É uma novidade notável: em regra, nas pesquisas sobre a mente criminosa, os pesquisadores recrutam seus sujeitos nas prisões, sem levar em conta dois fatores. O primeiro é uma antiga constatação da psicologia social: o próprio ambiente carcerário transforma os sujeitos. O segundo (salientado pelos autores da nova pesquisa) é que talvez exista uma diferença psíquica e cerebral entre os psicopatas que se deixam pegar - ou seja, como sugerem os autores, os criminosos fracassados - e os bem-sucedidos, que conseguem perpetrar seus crimes em toda liberdade.
Pois bem, o resultado da pesquisa é o seguinte: nos criminosos fracassados (aprisionados), há, de fato, uma redução do volume da matéria cinza pré-frontal, enquanto os psicopatas bem-sucedidos (que evitam a prisão) têm um córtex parecido com o nosso.

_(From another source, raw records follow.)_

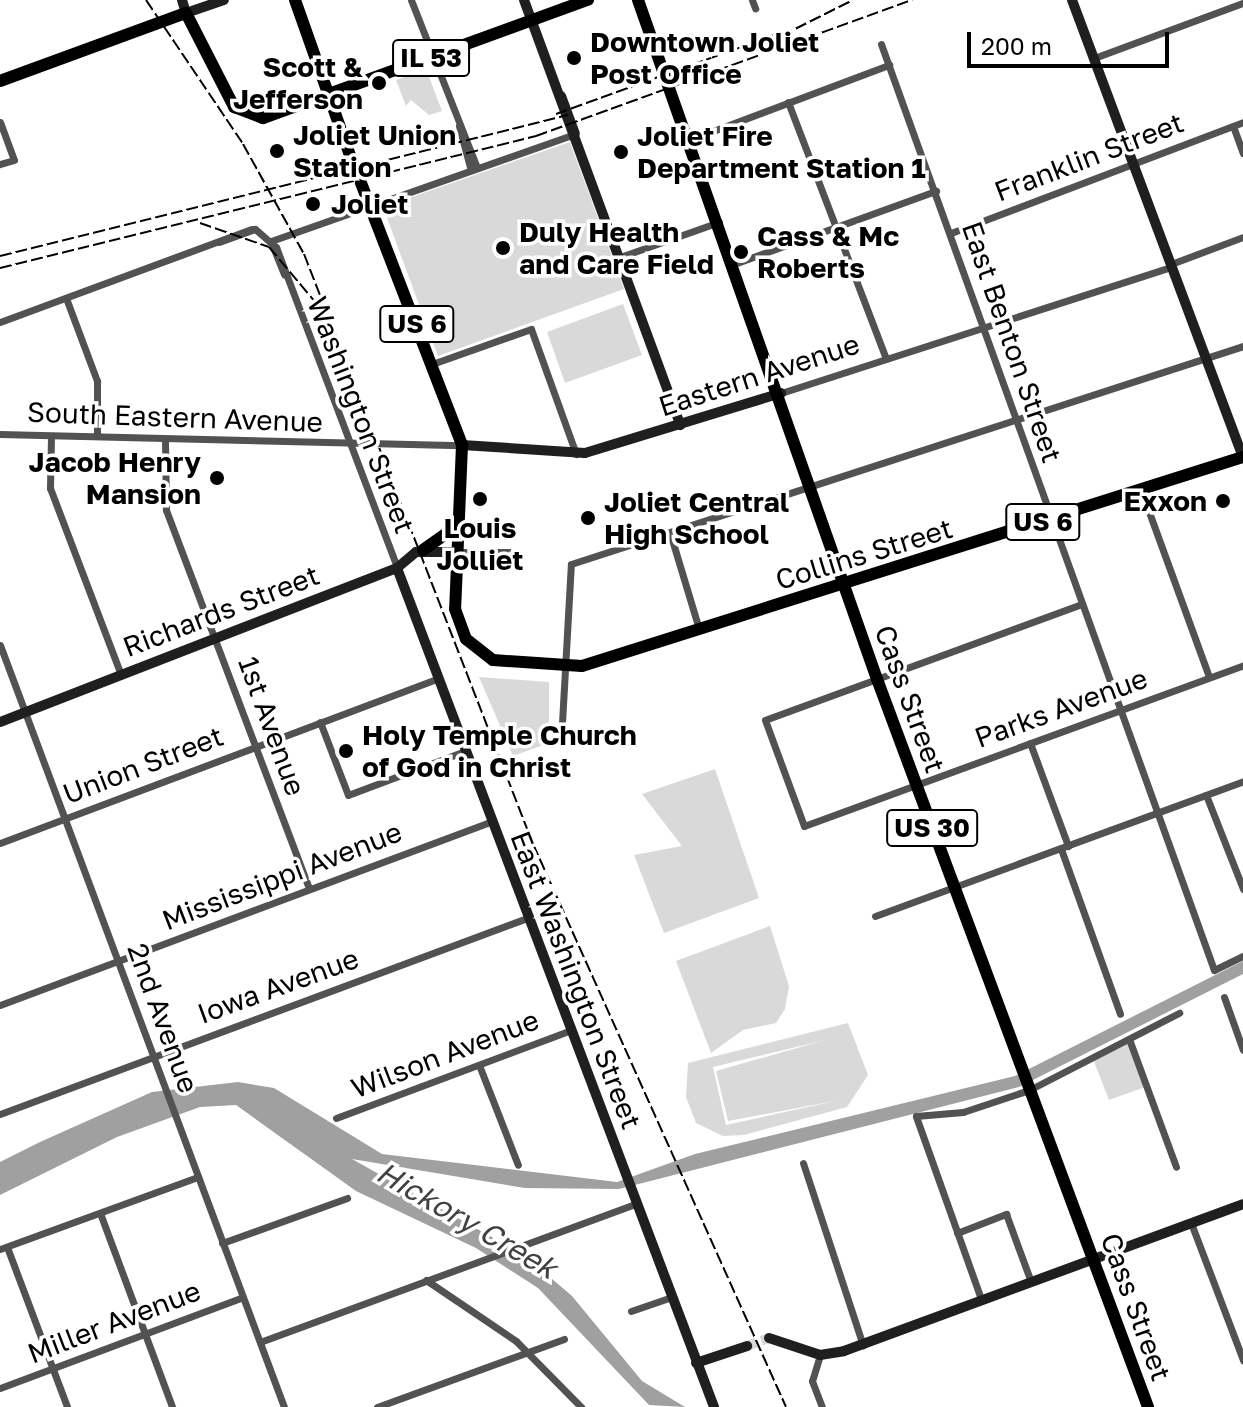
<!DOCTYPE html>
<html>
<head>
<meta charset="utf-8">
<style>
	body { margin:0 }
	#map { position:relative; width:1243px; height:1407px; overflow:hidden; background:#fff; font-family:"Golos Text",sans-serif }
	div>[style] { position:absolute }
	.green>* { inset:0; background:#d9d9d9 }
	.water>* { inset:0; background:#a0a0a0 }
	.secondary-tunnel>* { height:10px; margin-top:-5px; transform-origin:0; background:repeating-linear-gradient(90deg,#d9d9d9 0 10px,transparent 0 15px) }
	.primary-tunnel>* { height:12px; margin-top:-6px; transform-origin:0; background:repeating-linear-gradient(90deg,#d9d9d9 0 12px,transparent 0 18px) }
	.street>* { height:7px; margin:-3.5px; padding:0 3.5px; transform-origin:3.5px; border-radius:3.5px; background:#525252 }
	.secondary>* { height:10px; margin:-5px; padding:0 5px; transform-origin:5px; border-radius:5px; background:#1f1f1f }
	.primary>* { height:12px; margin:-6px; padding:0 6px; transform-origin:6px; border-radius:6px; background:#000 }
	.rail>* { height:2px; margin-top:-1px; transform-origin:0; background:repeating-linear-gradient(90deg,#000 0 12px,transparent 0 16px) }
	.dots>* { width:22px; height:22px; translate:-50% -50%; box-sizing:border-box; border:4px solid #fff; border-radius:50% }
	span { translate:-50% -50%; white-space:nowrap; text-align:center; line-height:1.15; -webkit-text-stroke:7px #fff; paint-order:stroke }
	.shield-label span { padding:2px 6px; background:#fff; border:2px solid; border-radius:6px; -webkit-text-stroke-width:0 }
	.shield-label { font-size:26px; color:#000; font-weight:700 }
	.poi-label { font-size:28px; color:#000; font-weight:700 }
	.left { translate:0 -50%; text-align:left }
	.right { translate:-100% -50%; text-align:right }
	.street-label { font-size:28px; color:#000 }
	.water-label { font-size:30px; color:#414141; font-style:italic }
	.scale { position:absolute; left:967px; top:32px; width:202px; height:36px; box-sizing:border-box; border:4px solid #000; border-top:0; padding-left:10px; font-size:24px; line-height:28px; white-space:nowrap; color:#000; -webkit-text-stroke:6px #fff; paint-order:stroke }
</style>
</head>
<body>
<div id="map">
	<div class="green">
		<i style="clip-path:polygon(426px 69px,442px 111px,429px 115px,411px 100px,406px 106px,396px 80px)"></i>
		<i style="clip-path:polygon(570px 142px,624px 289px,438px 356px,383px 207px)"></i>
		<i style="clip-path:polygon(623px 304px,642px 355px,565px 383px,547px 332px)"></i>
		<i style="clip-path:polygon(479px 677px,549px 682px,549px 743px,513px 756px)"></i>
		<i style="clip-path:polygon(715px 769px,759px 898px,664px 933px,634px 855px,682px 846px,642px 794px)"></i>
		<i style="clip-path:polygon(770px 926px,789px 986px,785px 1009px,776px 1023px,743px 1030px,711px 1053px,676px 961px)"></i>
		<i style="clip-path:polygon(evenodd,848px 1023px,868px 1075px,847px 1107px,744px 1135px,723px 1136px,696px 1123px,686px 1097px,688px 1063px,848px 1023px,825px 1040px,716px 1071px,728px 1121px,840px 1100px,726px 1125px,713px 1067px,825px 1040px)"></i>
		<i style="clip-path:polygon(1129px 1040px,1145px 1087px,1109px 1100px,1093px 1059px)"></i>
	</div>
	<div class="water">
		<i style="clip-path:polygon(1243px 961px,1243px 974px,1019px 1087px,619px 1189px,525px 1188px,352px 1159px,524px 1255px,572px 1296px,642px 1381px,685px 1407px,649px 1405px,538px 1288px,476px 1248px,356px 1191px,236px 1105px,200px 1107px,117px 1137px,0 1195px,0 1162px,40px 1142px,152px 1092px,238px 1082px,274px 1088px,382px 1154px,617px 1182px,695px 1154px,1015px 1076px)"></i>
	</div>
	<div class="secondary-tunnel">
		<i style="left:747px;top:1346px;width:23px;rotate:-20deg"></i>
	</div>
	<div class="primary-tunnel">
		<i style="left:352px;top:161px;width:24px;rotate:68deg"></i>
	</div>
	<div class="street">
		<i style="left:411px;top:0;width:177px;rotate:68.5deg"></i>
		<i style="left:752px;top:0;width:9px;rotate:69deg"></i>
		<i style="left:881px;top:44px;width:984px;rotate:70.22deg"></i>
		<i style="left:1214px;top:970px;width:32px;rotate:-26deg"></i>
		<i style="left:1094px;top:58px;width:159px;rotate:-20.3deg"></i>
		<i style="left:788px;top:102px;width:275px;rotate:69.1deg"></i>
		<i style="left:0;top:122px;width:40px;rotate:69.8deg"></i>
		<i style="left:14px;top:160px;width:15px;rotate:164deg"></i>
		<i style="left:459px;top:126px;width:42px;rotate:75deg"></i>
		<i style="left:1233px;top:126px;width:29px;rotate:70deg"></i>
		<i style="left:689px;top:140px;width:214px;rotate:-20.6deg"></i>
		<i style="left:951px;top:233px;width:312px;rotate:-20.8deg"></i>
		<i style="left:271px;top:241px;width:322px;rotate:-19.4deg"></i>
		<i style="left:219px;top:242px;width:38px;rotate:-20deg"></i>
		<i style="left:255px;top:229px;width:28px;rotate:41deg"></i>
		<i style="left:276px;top:247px;width:343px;rotate:69.3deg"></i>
		<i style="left:271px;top:242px;width:35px;rotate:68deg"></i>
		<i style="left:620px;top:257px;width:105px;rotate:-19.5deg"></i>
		<i style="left:734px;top:264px;width:215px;rotate:-19.9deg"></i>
		<i style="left:1171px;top:264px;width:77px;rotate:-20.6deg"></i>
		<i style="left:66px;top:298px;width:89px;rotate:69.5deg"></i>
		<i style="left:97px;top:381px;width:55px;rotate:90deg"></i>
		<i style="left:0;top:322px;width:268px;rotate:-20.3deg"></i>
		<i style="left:432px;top:364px;width:105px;rotate:-19.5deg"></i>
		<i style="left:531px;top:329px;width:133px;rotate:70.2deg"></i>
		<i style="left:781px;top:393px;width:411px;rotate:-17.9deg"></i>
		<i style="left:0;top:434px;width:462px;rotate:1.4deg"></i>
		<i style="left:51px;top:436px;width:52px;rotate:91.1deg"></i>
		<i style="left:50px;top:488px;width:200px;rotate:69.2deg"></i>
		<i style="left:165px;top:440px;width:70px;rotate:89.2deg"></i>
		<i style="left:166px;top:510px;width:405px;rotate:69.3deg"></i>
		<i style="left:1141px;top:490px;width:199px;rotate:70deg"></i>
		<i style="left:670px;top:533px;width:100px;rotate:73.2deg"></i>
		<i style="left:457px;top:552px;width:52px"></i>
		<i style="left:1079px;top:605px;width:334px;rotate:159.9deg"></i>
		<i style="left:765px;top:720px;width:113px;rotate:69.8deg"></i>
		<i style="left:804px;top:826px;width:468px;rotate:-20.1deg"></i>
		<i style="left:0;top:645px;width:813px;rotate:69.56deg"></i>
		<i style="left:320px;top:722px;width:78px;rotate:69deg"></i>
		<i style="left:348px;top:795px;width:125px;rotate:-20.6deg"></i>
		<i style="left:561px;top:741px;width:177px;rotate:-86.8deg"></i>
		<i style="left:571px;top:564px;width:706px;rotate:-17.97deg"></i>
		<i style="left:1030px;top:743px;width:110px;rotate:69.7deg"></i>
		<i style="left:1206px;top:795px;width:101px;rotate:68.5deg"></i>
		<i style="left:0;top:843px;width:467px;rotate:-20.6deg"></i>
		<i style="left:1061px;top:849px;width:175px;rotate:70.3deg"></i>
		<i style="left:875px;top:916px;width:392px;rotate:-20.1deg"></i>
		<i style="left:1224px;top:997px;width:56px;rotate:70.3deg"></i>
		<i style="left:0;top:1005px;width:523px;rotate:-20.48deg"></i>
		<i style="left:1129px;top:1039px;width:136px;rotate:69.8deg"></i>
		<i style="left:479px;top:1065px;width:107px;rotate:68.7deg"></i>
		<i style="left:0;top:1114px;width:562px;rotate:-20.4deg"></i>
		<i style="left:336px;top:1118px;width:249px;rotate:-20.5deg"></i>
		<i style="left:803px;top:1163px;width:192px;rotate:71.8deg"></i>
		<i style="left:100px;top:1213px;width:207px;rotate:69.6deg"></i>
		<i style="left:1191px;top:1223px;width:147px;rotate:69.2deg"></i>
		<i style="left:957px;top:1233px;width:53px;rotate:-21.2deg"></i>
		<i style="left:1006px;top:1214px;width:72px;rotate:69.8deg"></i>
		<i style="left:222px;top:1243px;width:133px;rotate:-19.8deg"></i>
		<i style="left:7px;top:1247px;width:171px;rotate:69.4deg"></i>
		<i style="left:0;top:1249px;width:211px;rotate:-20deg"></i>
		<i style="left:426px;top:1280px;width:109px;rotate:34.1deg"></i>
		<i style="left:516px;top:1341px;width:93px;rotate:45.4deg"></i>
		<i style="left:981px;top:1299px;width:194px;rotate:-109.6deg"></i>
		<i style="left:916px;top:1116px;width:47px;rotate:-4.9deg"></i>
		<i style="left:963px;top:1112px;width:70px;rotate:-18.4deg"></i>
		<i style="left:1029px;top:1090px;width:169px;rotate:-27.2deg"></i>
		<i style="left:631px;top:1311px;width:40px;rotate:-18.9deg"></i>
		<i style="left:260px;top:1342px;width:401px;rotate:-20.2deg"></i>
		<i style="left:820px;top:1355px;width:27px;rotate:107deg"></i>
		<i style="left:812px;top:1381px;width:28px;rotate:69deg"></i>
		<i style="left:0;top:1388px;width:259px;rotate:-20.5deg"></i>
		<i style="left:377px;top:1407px;width:199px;rotate:-20deg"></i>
	</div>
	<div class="secondary">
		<i style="left:182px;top:0;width:14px;rotate:73deg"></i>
		<i style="left:186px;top:13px;width:40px;rotate:-18.9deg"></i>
		<i style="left:524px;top:0;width:453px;rotate:69.8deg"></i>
		<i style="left:1072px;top:0;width:488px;rotate:69.5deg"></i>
		<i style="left:561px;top:96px;width:40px;rotate:69.8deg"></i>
		<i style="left:462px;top:445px;width:123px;rotate:3.7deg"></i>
		<i style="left:585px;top:453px;width:205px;rotate:-17deg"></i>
		<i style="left:397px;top:568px;width:897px;rotate:69.3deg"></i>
		<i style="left:0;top:722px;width:426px;rotate:-21.2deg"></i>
		<i style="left:397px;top:568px;width:25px;rotate:-40deg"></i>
		<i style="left:416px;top:552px;width:41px"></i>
		<i style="left:769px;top:1338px;width:54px;rotate:18.4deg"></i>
		<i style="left:820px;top:1355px;width:24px;rotate:-9deg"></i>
		<i style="left:844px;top:1351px;width:425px;rotate:-20.2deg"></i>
		<i style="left:696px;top:1363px;width:54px;rotate:-18.4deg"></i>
	</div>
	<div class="primary">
		<i style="left:295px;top:0;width:171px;rotate:70.5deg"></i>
		<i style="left:638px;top:0;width:720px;rotate:70.61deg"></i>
		<i style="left:877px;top:679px;width:777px;rotate:69.58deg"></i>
		<i style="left:186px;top:13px;width:106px;rotate:62.9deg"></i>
		<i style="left:234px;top:107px;width:31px;rotate:21deg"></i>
		<i style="left:263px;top:118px;width:346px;rotate:-20deg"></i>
		<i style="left:0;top:81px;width:198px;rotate:-20.1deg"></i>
		<i style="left:361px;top:183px;width:281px;rotate:68.9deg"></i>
		<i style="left:462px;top:445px;width:164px;rotate:92.4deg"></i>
		<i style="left:455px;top:609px;width:32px;rotate:70deg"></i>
		<i style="left:466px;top:639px;width:34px;rotate:38deg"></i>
		<i style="left:493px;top:660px;width:89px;rotate:3.9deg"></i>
		<i style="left:582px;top:666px;width:693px;rotate:-17.55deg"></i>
		<i style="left:423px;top:550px;width:43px;rotate:-35.5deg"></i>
	</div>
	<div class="rail">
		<i style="left:146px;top:0;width:174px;rotate:56deg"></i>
		<i style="left:243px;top:144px;width:126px;rotate:61deg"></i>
		<i style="left:304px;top:254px;width:633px;rotate:68.79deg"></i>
		<i style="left:533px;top:844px;width:617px;rotate:65.8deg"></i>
		<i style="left:767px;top:43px;width:96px;rotate:-26.6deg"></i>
		<i style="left:556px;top:114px;width:232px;rotate:-19.9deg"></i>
		<i style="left:200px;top:223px;width:73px;rotate:19.2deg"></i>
		<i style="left:269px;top:247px;width:73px;rotate:50deg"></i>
		<i style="left:0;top:256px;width:585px;rotate:-13.94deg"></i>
		<i style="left:0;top:268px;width:552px;rotate:-13.83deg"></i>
		<i style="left:536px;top:136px;width:400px;rotate:-19.9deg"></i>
	</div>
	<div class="dots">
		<i style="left:574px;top:58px;background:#000"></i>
		<i style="left:379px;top:83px;background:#000"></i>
		<i style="left:277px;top:151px;background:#000"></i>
		<i style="left:621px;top:152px;background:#000"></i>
		<i style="left:313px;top:204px;background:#000"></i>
		<i style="left:503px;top:248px;background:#000"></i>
		<i style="left:741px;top:252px;background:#000"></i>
		<i style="left:217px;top:478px;background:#000"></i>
		<i style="left:480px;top:499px;background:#000"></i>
		<i style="left:1223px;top:501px;background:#000"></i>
		<i style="left:588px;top:518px;background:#000"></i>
		<i style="left:346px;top:751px;background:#000"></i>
	</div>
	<div class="shield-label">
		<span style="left:431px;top:58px">IL 53</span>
		<span style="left:417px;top:324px">US 6</span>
		<span style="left:1043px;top:522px">US 6</span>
		<span style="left:932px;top:828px">US 30</span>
	</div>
	<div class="poi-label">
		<span class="left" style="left:590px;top:58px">Downtown Joliet<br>Post Office</span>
		<span class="right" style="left:363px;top:83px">Scott &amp;<br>Jefferson</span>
		<span class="left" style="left:293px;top:151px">Joliet Union<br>Station</span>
		<span class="left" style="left:637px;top:152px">Joliet Fire<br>Department Station 1</span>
		<span class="left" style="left:331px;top:204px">Joliet</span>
		<span class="left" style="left:519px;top:248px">Duly Health<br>and Care Field</span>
		<span class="left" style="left:757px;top:252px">Cass &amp; Mc<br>Roberts</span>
		<span class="right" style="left:201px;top:478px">Jacob Henry<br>Mansion</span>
		<span class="right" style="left:1207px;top:501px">Exxon</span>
		<span class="left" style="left:604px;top:518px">Joliet Central<br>High School</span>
		<span style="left:480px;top:544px">Louis<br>Jolliet</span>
		<span class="left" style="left:362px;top:751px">Holy Temple Church<br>of God in Christ</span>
	</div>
	<div class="street-label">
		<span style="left:1089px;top:157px;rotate:-21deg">Franklin Street</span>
		<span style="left:1012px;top:342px;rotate:71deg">East Benton Street</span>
		<span style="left:759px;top:375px;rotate:-18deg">Eastern Avenue</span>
		<span style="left:361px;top:415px;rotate:69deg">Washington Street</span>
		<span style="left:175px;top:417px;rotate:2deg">South Eastern Avenue</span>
		<span style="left:864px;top:554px;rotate:-17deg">Collins Street</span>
		<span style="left:221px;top:611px;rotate:-21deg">Richards Street</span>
		<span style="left:910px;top:699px;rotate:70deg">Cass Street</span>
		<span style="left:1061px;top:708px;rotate:-20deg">Parks Avenue</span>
		<span style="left:272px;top:726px;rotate:70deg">1st Avenue</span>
		<span style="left:143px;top:765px;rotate:-21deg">Union Street</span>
		<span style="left:282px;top:876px;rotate:-21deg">Mississippi Avenue</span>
		<span style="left:576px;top:980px;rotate:69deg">East Washington Street</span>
		<span style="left:278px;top:986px;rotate:-20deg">Iowa Avenue</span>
		<span style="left:163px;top:1018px;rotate:70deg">2nd Avenue</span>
		<span style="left:445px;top:1054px;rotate:-21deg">Wilson Avenue</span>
		<span style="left:1136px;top:1307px;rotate:70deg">Cass Street</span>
		<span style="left:114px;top:1322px;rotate:-21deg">Miller Avenue</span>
	</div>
	<div class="water-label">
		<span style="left:467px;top:1220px;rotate:30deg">Hickory Creek</span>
	</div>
	<div class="scale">200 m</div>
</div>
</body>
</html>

Moral da história: a redução de matéria cinza no córtex não nos diz quem é psicopata e quem não é; ela nos indica apenas quem é impulsivo e, portanto, se for criminoso, tenderá a agir de maneira a ser preso. Note-se, de passagem, que, normalmente, os psicopatas criminosos de colarinho branco são menos impulsivos que os assaltantes de farol; é bem possível, aliás, que haja mais psicopatas fora da cadeia do que dentro.

Enfim, uma recomendação: de qualquer forma, se você for psicopata e criminoso, fique frio.